▶ **Exercise instructions**: Copy out each line in the material below that has the word "inset".
++++++++++
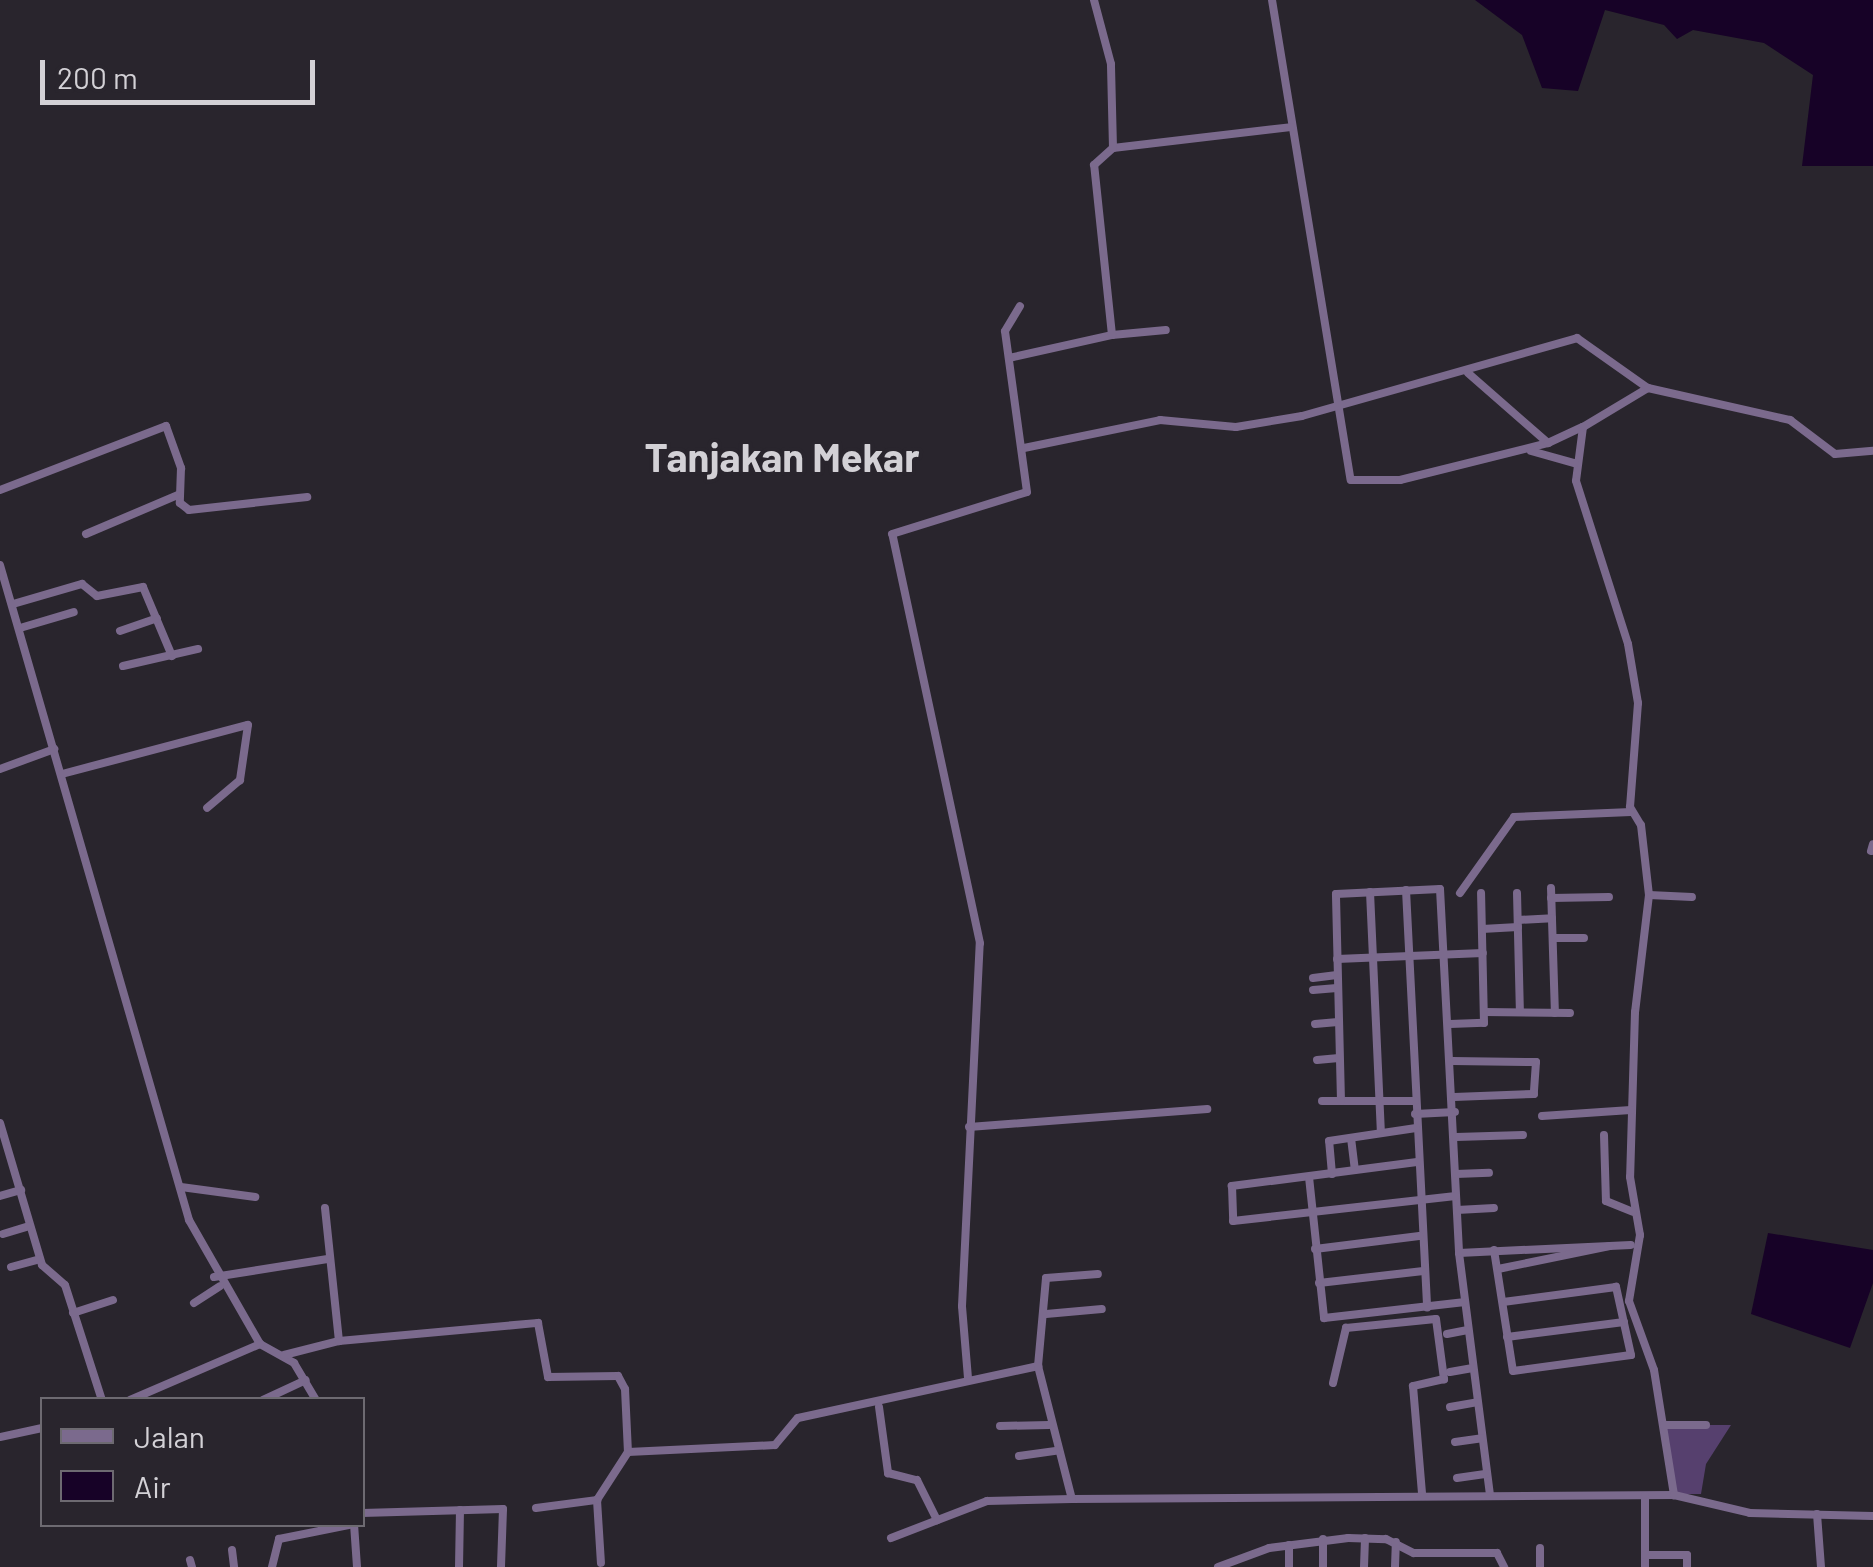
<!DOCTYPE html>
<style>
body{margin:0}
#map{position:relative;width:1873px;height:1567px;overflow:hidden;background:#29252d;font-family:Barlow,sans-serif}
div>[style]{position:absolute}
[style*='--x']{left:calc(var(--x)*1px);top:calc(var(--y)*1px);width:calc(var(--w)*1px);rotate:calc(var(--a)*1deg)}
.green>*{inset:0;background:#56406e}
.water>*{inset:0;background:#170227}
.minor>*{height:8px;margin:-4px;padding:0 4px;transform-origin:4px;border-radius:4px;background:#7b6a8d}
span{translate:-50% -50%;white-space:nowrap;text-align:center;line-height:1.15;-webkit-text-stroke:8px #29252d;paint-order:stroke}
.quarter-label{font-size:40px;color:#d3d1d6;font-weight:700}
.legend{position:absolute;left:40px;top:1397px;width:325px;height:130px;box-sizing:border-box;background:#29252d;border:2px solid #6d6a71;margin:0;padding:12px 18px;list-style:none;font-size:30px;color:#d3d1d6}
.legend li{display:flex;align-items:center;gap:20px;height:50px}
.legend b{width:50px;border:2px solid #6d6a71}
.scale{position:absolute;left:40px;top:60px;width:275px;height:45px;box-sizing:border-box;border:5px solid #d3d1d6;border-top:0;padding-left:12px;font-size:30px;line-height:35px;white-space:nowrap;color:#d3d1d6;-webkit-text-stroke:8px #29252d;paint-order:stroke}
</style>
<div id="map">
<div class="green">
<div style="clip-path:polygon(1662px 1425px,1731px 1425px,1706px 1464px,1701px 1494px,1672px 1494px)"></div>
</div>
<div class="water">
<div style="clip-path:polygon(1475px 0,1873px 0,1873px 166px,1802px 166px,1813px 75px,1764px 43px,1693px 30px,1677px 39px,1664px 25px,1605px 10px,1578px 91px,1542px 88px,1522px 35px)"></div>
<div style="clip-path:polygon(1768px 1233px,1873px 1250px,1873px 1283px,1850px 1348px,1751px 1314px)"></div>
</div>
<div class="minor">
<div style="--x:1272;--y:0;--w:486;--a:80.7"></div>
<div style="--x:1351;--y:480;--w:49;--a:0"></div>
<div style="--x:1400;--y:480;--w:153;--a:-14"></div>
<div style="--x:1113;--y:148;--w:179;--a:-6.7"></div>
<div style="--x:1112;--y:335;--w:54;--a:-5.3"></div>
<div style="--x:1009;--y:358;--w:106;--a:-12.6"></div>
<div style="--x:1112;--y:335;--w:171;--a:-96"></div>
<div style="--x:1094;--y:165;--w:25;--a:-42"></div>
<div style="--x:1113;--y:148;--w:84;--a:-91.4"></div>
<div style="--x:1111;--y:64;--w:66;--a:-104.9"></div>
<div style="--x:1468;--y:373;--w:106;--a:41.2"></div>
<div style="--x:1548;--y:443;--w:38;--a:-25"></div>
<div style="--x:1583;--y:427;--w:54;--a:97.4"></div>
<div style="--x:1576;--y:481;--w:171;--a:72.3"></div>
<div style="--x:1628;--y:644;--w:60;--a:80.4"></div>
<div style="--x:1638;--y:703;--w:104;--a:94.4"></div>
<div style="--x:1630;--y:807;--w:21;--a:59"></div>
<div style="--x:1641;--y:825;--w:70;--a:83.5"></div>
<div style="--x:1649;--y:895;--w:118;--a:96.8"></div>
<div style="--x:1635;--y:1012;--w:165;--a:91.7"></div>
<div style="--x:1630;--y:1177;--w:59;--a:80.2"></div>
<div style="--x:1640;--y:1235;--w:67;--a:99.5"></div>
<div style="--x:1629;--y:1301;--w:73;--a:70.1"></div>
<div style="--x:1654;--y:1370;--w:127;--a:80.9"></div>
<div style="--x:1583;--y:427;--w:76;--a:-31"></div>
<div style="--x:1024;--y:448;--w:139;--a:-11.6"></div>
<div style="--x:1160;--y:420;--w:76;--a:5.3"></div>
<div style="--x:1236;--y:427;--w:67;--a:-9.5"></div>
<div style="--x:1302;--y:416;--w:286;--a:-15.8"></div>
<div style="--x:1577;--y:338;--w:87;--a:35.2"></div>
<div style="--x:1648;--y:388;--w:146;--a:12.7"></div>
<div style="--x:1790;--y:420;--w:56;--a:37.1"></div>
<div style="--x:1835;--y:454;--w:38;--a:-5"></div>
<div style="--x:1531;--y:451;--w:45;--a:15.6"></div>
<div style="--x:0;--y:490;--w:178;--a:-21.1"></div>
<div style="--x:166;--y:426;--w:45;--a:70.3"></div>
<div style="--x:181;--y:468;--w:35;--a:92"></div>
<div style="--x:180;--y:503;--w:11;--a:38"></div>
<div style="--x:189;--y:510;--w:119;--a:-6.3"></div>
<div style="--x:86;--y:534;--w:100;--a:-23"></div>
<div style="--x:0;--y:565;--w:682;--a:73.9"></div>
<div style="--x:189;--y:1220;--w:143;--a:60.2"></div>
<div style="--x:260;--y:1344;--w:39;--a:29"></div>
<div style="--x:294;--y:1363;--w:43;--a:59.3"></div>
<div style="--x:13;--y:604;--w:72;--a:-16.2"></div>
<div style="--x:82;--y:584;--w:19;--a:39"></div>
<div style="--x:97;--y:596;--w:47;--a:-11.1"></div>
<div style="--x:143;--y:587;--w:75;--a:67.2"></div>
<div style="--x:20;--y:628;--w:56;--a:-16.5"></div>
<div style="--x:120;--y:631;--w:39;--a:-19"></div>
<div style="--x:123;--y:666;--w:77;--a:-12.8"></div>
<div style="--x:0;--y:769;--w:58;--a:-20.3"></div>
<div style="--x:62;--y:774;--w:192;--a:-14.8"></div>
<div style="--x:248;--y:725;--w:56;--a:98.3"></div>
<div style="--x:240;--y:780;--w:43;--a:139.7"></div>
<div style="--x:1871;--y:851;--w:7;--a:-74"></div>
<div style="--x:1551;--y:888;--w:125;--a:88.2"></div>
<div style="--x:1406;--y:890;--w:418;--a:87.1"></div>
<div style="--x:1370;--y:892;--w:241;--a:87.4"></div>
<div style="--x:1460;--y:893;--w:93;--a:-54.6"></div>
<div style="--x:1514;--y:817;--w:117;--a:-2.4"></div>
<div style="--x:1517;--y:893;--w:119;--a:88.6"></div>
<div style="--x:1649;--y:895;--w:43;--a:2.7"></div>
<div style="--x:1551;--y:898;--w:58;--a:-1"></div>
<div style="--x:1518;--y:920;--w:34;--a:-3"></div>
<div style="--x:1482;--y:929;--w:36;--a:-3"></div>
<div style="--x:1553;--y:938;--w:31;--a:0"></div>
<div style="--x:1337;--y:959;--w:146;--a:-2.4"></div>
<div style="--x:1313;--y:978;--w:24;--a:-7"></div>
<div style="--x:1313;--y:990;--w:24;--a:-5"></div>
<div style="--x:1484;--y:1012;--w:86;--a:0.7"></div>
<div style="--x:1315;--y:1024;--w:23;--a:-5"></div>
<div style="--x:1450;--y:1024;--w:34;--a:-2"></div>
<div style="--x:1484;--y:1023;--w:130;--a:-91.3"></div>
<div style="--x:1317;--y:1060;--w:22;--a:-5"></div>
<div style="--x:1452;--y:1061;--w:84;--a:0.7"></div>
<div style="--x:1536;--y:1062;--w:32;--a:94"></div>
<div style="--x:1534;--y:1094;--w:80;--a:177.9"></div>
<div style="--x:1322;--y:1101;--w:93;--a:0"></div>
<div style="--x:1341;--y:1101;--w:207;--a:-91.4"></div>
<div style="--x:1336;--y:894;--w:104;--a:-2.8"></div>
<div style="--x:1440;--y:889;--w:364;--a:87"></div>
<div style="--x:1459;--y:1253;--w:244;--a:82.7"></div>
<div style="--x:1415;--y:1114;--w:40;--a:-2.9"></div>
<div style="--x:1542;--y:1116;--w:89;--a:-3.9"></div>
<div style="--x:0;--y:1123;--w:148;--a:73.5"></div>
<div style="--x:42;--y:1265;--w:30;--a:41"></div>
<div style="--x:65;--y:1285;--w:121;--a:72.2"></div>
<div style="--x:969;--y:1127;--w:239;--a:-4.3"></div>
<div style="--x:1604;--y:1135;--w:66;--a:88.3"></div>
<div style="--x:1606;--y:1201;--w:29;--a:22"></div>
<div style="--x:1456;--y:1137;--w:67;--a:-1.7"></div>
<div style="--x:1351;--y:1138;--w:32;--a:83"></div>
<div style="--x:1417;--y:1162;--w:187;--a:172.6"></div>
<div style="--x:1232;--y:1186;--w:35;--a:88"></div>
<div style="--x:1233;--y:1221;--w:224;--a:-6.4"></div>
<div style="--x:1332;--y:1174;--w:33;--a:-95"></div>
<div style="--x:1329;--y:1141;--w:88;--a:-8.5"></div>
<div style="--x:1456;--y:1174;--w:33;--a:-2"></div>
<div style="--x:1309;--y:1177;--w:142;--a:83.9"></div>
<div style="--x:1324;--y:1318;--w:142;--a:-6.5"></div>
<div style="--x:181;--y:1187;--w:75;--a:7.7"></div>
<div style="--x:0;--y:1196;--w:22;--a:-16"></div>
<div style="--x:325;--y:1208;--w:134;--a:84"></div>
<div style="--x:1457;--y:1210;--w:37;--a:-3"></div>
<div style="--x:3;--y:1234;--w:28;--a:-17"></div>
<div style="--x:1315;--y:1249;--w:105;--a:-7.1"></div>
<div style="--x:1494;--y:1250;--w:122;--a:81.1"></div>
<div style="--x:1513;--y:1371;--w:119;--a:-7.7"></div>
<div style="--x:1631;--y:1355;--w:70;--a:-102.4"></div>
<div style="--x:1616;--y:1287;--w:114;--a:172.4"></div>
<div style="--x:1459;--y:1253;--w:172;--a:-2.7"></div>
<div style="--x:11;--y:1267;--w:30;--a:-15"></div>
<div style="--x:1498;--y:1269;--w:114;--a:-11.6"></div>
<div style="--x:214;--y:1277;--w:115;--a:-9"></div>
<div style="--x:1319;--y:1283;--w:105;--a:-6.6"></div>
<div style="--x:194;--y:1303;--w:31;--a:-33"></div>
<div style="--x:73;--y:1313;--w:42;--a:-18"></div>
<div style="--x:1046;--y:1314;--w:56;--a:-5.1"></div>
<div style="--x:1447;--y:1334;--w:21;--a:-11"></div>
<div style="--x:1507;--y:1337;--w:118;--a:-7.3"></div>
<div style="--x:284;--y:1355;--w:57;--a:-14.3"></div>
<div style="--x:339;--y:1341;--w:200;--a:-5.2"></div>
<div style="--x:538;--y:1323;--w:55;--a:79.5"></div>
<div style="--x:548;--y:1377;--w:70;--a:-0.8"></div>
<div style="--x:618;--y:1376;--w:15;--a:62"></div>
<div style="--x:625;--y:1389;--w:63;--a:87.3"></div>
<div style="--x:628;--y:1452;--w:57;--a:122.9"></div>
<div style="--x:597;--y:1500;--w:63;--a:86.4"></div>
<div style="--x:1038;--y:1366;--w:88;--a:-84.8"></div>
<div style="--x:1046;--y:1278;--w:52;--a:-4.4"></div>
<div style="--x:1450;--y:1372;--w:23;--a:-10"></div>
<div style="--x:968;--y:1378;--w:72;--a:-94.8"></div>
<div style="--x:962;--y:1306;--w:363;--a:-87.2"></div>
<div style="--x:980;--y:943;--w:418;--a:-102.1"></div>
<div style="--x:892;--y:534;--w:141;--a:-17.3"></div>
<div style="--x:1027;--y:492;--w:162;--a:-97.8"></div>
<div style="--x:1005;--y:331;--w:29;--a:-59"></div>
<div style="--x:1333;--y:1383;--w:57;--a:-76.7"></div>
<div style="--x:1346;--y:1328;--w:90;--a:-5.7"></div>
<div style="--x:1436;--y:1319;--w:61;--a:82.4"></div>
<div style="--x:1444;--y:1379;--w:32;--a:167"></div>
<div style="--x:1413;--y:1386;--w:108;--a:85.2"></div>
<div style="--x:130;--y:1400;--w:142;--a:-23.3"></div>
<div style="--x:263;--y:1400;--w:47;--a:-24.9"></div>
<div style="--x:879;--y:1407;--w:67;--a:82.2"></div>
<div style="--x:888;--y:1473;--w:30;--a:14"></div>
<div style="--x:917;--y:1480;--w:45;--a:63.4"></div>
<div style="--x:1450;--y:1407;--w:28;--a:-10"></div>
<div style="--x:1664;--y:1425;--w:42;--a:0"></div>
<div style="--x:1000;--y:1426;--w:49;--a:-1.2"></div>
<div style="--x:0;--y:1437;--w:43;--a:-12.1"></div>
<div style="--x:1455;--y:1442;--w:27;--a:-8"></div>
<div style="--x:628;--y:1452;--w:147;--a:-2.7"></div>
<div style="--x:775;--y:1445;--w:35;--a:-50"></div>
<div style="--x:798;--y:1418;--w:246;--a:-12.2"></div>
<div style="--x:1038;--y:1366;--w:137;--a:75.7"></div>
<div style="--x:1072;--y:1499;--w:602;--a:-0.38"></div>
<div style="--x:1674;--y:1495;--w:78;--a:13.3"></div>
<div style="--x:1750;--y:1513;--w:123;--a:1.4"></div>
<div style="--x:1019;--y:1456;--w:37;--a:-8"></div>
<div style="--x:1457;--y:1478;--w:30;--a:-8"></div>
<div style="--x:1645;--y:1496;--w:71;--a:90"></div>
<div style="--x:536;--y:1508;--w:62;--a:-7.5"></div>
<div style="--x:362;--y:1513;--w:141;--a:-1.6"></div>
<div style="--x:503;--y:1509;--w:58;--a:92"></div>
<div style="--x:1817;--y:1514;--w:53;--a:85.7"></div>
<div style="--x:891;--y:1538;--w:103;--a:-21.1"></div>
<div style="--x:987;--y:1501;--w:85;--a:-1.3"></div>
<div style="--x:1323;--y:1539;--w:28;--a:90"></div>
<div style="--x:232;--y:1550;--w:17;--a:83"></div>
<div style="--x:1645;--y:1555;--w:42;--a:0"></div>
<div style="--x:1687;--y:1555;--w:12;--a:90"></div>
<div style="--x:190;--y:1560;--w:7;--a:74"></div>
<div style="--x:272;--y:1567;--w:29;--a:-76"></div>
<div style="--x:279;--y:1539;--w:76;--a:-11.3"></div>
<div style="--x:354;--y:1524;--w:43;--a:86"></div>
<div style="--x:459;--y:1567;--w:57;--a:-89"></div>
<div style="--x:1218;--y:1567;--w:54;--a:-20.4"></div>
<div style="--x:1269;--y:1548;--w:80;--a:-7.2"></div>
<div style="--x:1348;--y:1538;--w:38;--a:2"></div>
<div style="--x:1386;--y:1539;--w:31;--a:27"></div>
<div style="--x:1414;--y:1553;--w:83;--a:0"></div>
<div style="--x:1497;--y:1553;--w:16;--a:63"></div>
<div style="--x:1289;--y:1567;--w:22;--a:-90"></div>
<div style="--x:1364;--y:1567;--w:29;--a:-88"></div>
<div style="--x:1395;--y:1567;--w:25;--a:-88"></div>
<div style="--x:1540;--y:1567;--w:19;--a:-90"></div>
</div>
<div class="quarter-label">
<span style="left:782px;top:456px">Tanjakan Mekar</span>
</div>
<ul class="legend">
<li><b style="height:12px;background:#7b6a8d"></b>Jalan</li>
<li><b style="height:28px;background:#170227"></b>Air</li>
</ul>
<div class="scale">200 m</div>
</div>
++++++++++
▶ **The completed task**:
.green>*{inset:0;background:#56406e}
.water>*{inset:0;background:#170227}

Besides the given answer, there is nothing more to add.